Exercise inputs:
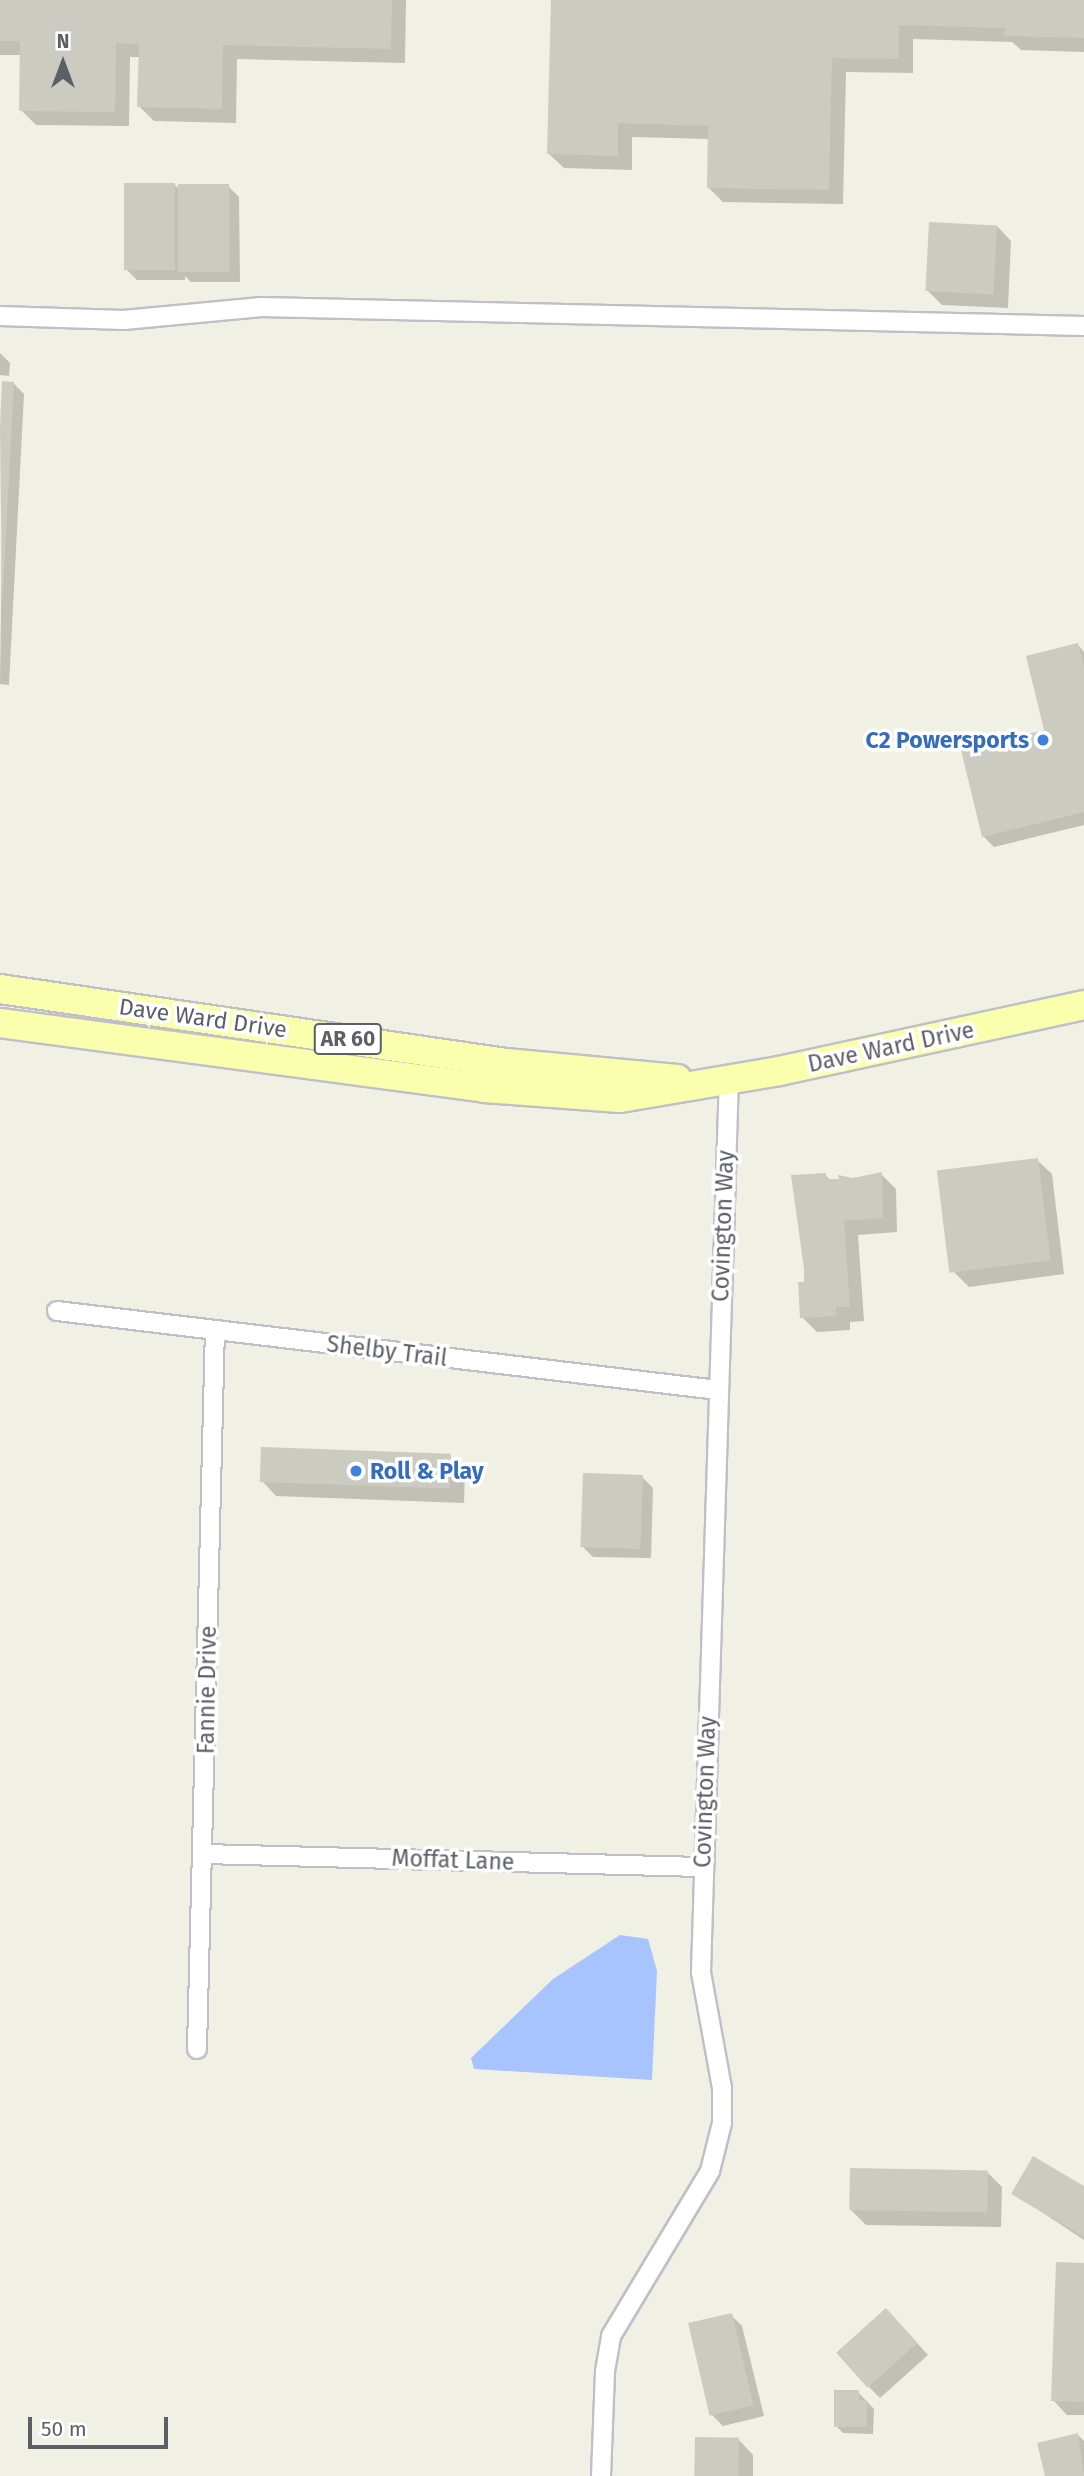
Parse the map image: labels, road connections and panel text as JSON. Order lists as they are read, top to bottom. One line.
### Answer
--
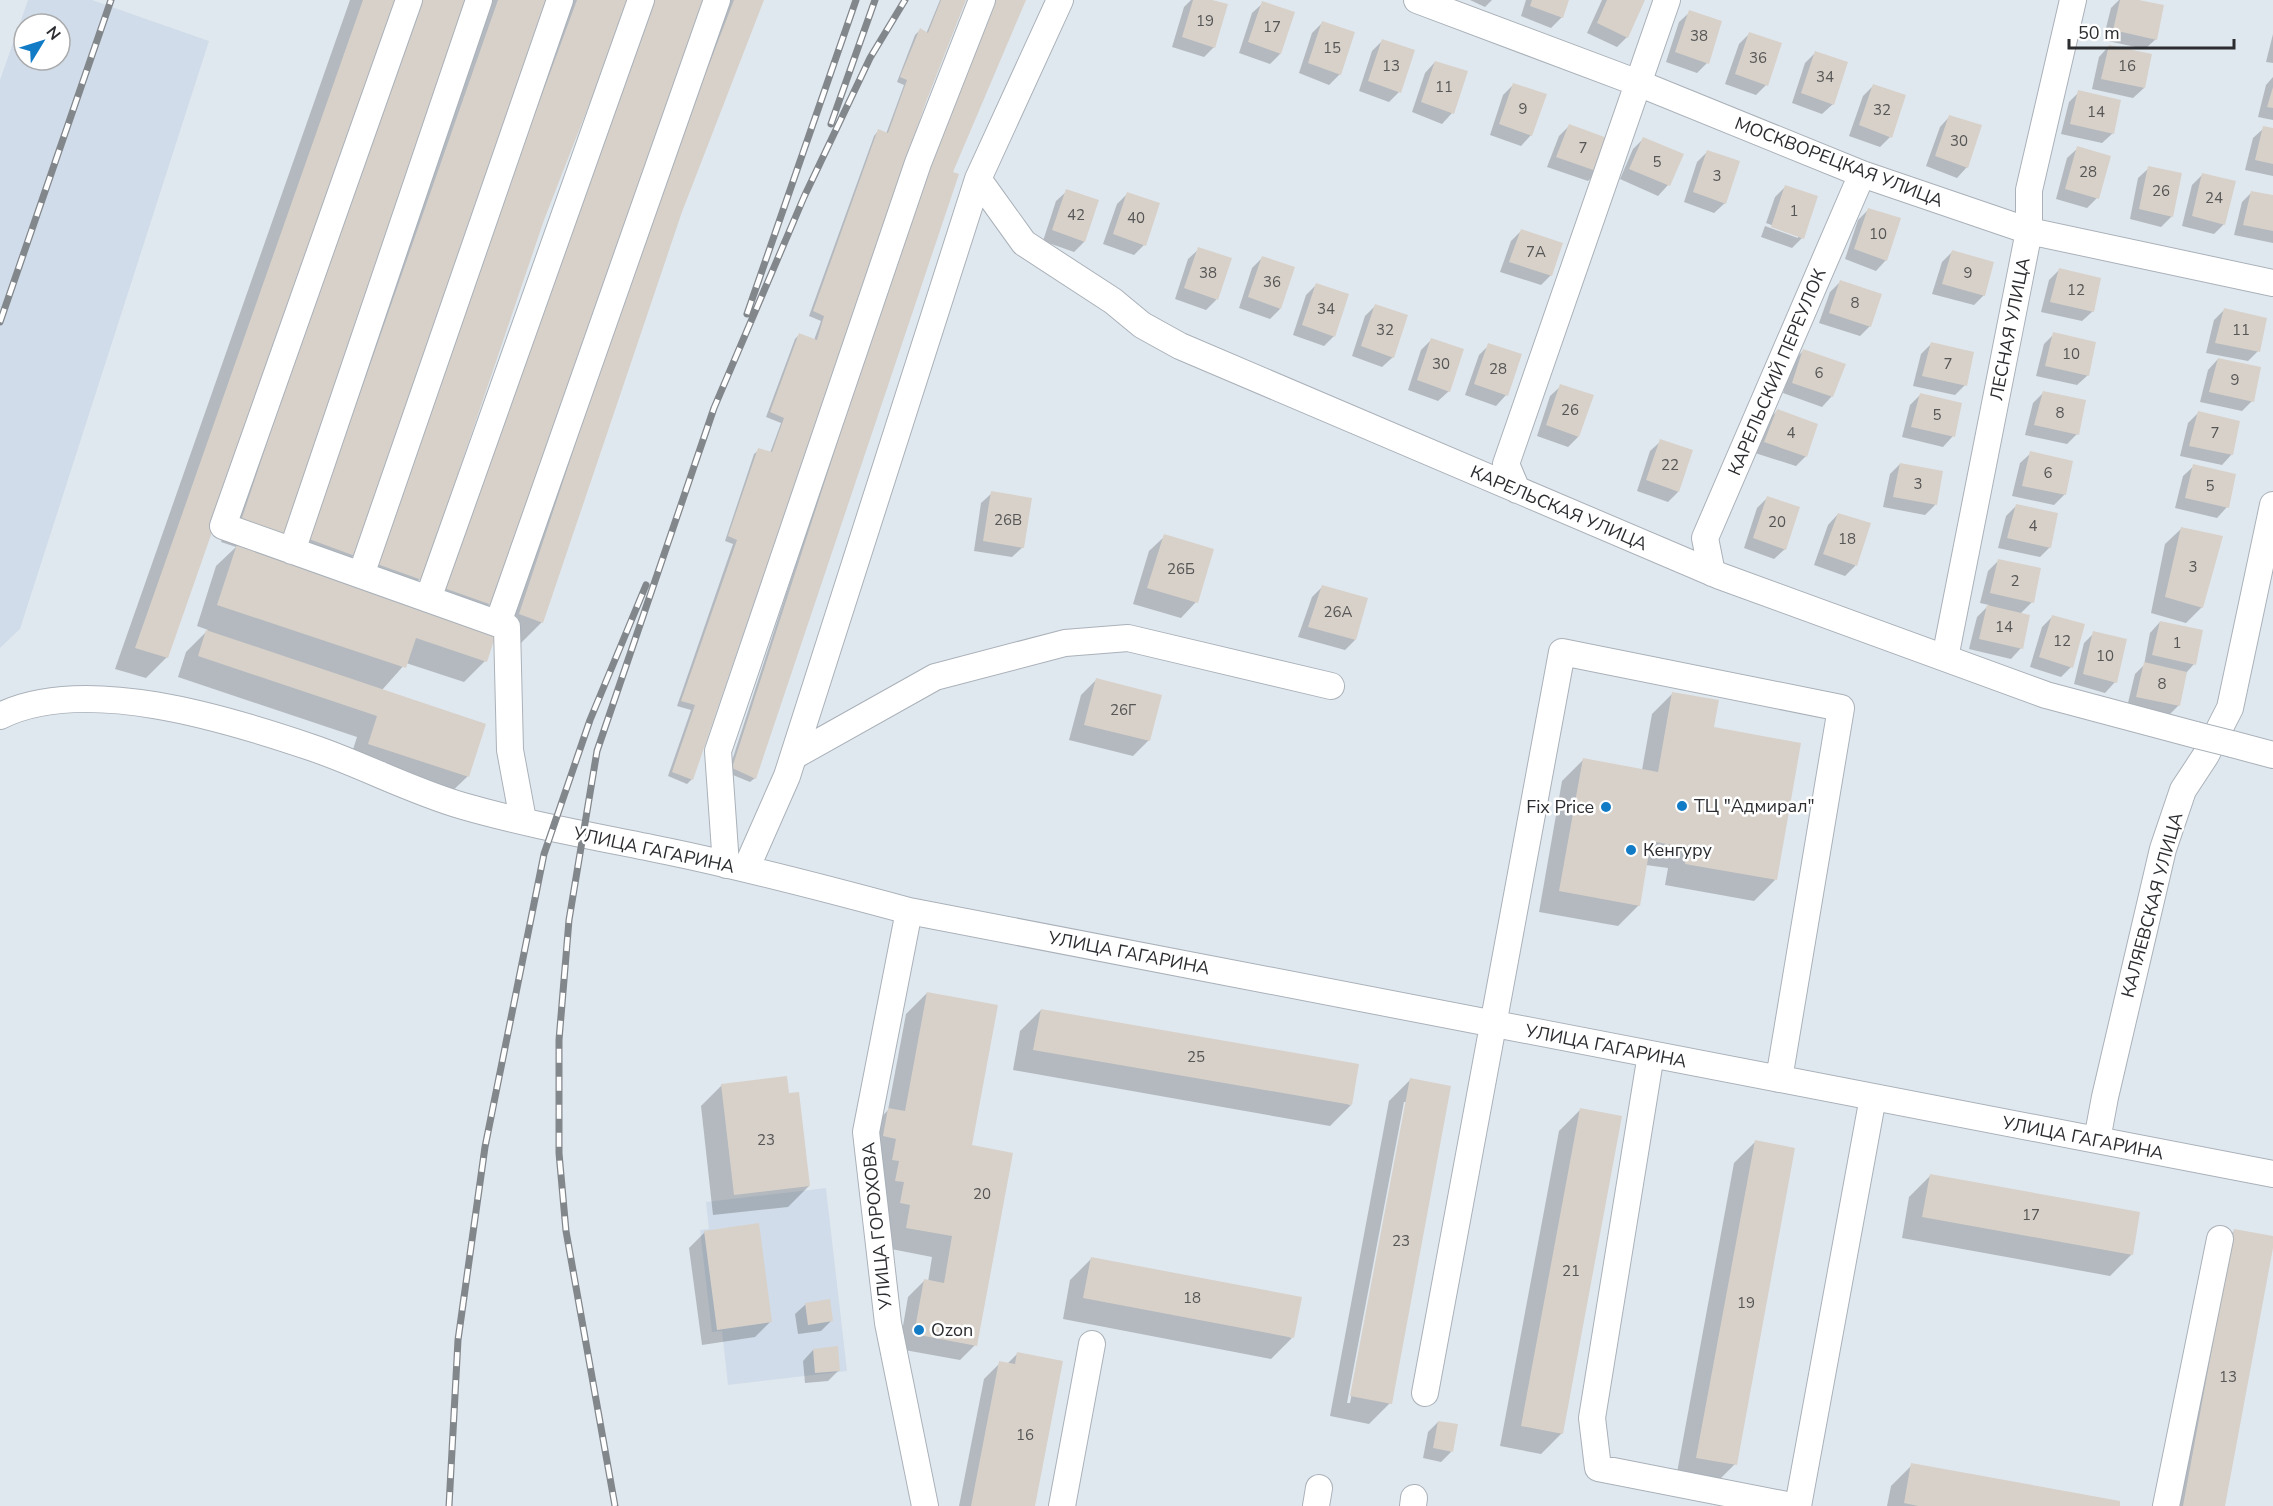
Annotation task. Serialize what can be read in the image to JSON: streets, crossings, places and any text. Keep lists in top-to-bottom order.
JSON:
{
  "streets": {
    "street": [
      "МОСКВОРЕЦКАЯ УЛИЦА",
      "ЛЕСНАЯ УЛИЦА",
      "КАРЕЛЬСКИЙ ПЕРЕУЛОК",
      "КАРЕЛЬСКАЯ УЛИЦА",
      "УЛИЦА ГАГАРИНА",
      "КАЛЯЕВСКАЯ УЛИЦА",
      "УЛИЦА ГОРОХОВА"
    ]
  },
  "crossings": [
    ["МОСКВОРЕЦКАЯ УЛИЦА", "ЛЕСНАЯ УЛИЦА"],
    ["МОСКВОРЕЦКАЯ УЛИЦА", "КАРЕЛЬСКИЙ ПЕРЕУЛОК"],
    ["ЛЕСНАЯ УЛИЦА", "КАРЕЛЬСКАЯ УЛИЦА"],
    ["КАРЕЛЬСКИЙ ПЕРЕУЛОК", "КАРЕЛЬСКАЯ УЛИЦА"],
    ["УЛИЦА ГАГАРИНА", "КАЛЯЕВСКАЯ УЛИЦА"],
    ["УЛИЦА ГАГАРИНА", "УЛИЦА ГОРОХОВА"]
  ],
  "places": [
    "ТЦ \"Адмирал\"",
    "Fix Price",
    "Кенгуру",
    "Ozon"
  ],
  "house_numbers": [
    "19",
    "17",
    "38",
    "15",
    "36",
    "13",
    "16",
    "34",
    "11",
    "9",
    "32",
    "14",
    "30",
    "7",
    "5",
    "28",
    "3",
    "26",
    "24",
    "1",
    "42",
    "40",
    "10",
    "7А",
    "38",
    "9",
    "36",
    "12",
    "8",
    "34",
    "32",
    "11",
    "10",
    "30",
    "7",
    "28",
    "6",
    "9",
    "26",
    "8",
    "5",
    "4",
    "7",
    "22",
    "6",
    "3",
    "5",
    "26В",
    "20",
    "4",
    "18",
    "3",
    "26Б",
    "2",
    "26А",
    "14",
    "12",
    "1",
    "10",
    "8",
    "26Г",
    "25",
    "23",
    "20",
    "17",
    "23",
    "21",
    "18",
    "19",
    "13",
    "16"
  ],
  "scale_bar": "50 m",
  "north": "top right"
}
==
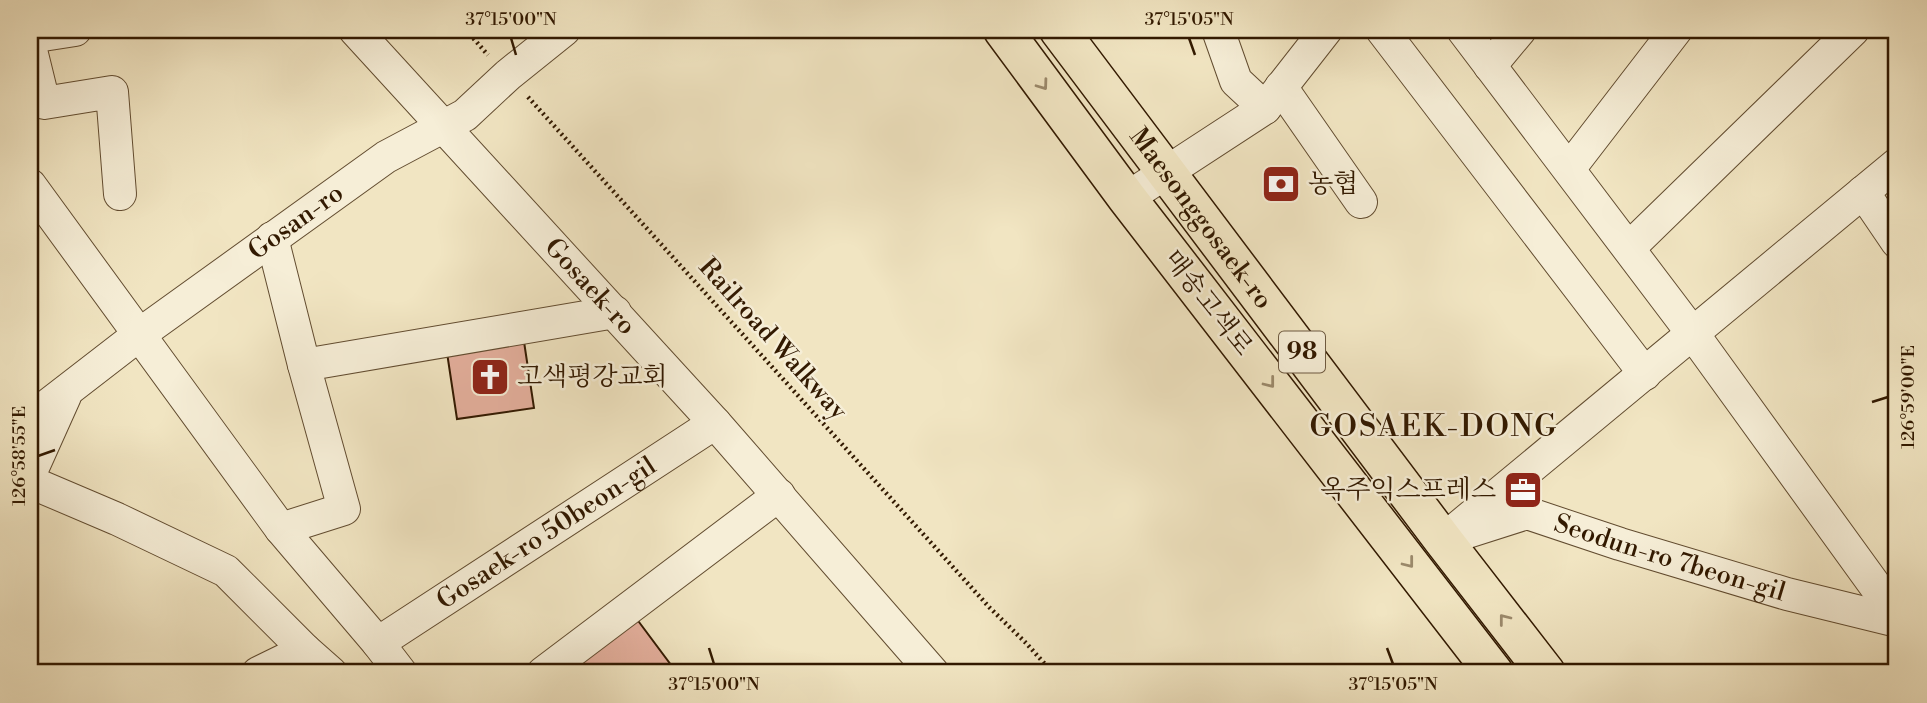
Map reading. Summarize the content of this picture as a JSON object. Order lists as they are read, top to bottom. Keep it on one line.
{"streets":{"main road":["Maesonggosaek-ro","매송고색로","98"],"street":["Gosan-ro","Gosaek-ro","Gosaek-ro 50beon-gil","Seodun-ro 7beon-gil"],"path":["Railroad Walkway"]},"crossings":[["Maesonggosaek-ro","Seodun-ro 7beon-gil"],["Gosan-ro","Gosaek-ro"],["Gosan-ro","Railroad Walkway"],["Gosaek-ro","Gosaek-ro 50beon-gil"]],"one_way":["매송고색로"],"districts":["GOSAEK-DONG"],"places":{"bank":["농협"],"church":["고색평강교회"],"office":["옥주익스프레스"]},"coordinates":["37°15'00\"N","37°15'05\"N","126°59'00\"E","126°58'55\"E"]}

Aim of the exercise: Within the data, how many lines hold the word "text"? State only that number.

Answer to this exercise: 2